H.F : Il faut préparer la suite. En cas de rétrogradation en N3, il y aurait une perte du statut professionnel, du centre de formation... On repartirait sur la base de l'association avec la réserve. Et les propriétaires auraient tout perdu en déposant le bilan. Je pense qu'ils ne veulent pas ça, même s'ils savent qu'ils ne vont pas tout récupérer. A partir de là, une entité pourrait se positionner, ou même plusieurs, pour reconstruire le club et repartir de l'avant. Si l'on repart en N1, on continuerait de travailler avec des investisseurs potentiels, mais français. On veut des vrais interlocuteurs. On travaille avec plusieurs entités de ce type. C'est un travail qui ne me concerne pas en tant qu'élu, mais j'ai des réseaux. La nomination de Sébastien Janodet est l'une des meilleures choses qui est arrivée à l'ASNL. C'est un amoureux du club, il n'a rien à y gagner. La démarche est saine, il veut rendre service. De plus, il gagne beaucoup moins que dans sa profession précédente. Il a, par sa profession, l'expérience de la revente de clubs. Il sait dénicher des investisseurs sérieux. C'est lui qui préparerait cette éventuelle vente, qui n'est même pas encore un plan B. C'est plutôt un plan Z.

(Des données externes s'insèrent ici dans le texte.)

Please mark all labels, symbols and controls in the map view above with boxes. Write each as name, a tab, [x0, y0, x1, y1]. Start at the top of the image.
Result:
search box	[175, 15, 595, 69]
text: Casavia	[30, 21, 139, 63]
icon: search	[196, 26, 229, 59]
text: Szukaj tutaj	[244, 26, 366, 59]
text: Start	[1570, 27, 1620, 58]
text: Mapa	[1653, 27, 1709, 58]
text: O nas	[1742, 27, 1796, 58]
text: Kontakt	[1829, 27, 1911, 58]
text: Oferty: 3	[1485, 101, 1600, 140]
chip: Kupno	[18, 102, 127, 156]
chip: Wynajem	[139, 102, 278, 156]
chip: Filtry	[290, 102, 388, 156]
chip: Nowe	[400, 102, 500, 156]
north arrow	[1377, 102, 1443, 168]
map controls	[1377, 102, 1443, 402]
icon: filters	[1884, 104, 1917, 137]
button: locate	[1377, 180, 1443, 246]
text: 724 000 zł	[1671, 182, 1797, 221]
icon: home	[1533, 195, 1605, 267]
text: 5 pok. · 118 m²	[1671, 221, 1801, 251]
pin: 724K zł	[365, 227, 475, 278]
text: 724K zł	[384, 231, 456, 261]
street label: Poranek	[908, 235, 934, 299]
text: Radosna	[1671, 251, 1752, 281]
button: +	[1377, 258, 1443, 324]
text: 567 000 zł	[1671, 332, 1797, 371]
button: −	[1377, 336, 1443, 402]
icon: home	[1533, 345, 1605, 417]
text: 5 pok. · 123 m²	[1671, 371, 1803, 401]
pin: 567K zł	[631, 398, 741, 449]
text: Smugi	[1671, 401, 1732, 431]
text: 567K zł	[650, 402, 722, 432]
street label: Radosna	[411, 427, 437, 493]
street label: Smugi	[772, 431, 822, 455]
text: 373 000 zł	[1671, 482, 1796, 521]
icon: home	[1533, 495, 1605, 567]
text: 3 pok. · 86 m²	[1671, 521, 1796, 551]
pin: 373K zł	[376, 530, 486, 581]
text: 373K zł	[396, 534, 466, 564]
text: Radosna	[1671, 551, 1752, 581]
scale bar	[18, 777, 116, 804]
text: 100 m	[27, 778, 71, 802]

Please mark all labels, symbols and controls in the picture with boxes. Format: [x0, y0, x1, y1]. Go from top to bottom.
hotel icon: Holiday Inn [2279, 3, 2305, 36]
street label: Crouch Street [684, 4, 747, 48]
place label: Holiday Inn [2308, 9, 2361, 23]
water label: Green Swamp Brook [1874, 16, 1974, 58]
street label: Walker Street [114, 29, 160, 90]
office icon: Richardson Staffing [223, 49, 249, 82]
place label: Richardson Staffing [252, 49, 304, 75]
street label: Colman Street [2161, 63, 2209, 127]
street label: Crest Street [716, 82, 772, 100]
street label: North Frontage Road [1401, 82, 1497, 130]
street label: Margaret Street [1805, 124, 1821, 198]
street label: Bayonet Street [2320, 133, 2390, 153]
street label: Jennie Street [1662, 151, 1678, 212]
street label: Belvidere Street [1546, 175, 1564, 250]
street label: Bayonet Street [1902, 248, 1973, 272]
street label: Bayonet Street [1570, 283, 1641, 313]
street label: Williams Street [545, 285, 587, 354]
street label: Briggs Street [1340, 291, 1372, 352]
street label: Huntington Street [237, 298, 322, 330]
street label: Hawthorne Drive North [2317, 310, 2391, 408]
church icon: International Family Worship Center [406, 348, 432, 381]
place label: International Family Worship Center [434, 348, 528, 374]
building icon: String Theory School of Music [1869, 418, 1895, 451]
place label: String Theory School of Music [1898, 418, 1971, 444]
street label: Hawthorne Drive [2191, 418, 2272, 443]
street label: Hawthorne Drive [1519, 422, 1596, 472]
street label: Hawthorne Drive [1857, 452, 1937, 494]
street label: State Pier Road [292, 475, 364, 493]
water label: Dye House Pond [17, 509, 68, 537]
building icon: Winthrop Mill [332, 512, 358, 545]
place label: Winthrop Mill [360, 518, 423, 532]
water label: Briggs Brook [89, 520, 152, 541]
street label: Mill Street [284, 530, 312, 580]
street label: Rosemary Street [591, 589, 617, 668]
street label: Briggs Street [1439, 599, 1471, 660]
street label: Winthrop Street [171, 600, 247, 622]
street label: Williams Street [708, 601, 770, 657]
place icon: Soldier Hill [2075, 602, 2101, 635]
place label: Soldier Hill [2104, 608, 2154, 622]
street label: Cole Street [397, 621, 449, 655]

Dans quel état d'esprit sont Jacques Rousselot, ancien président, et Michel Platini, légende du club ?
H.F : Ils sont très inquiets et ils réfléchissent... Il y a des contacts qui sont pris, des personnes qui travaillent depuis un mois, des gens qui passent des coups de fil à Sébastien Janodet pour se renseigner. Les actionnaires actuels, comme je l'ai dit, ne sont toutefois pas vendeurs. Maintenant, pensons simplement au présent. Je ne vais rien lâcher. Il faut se battre. Ce serait tellement simple de dire que c'est la faute des supporters qui ont tout cassé, des actionnaires, de Gauthier Ganaye qui était nul... Aujourd'hui, il faut se sortir tous ensemble de ce bourbier. L'ASNL est en danger de mort.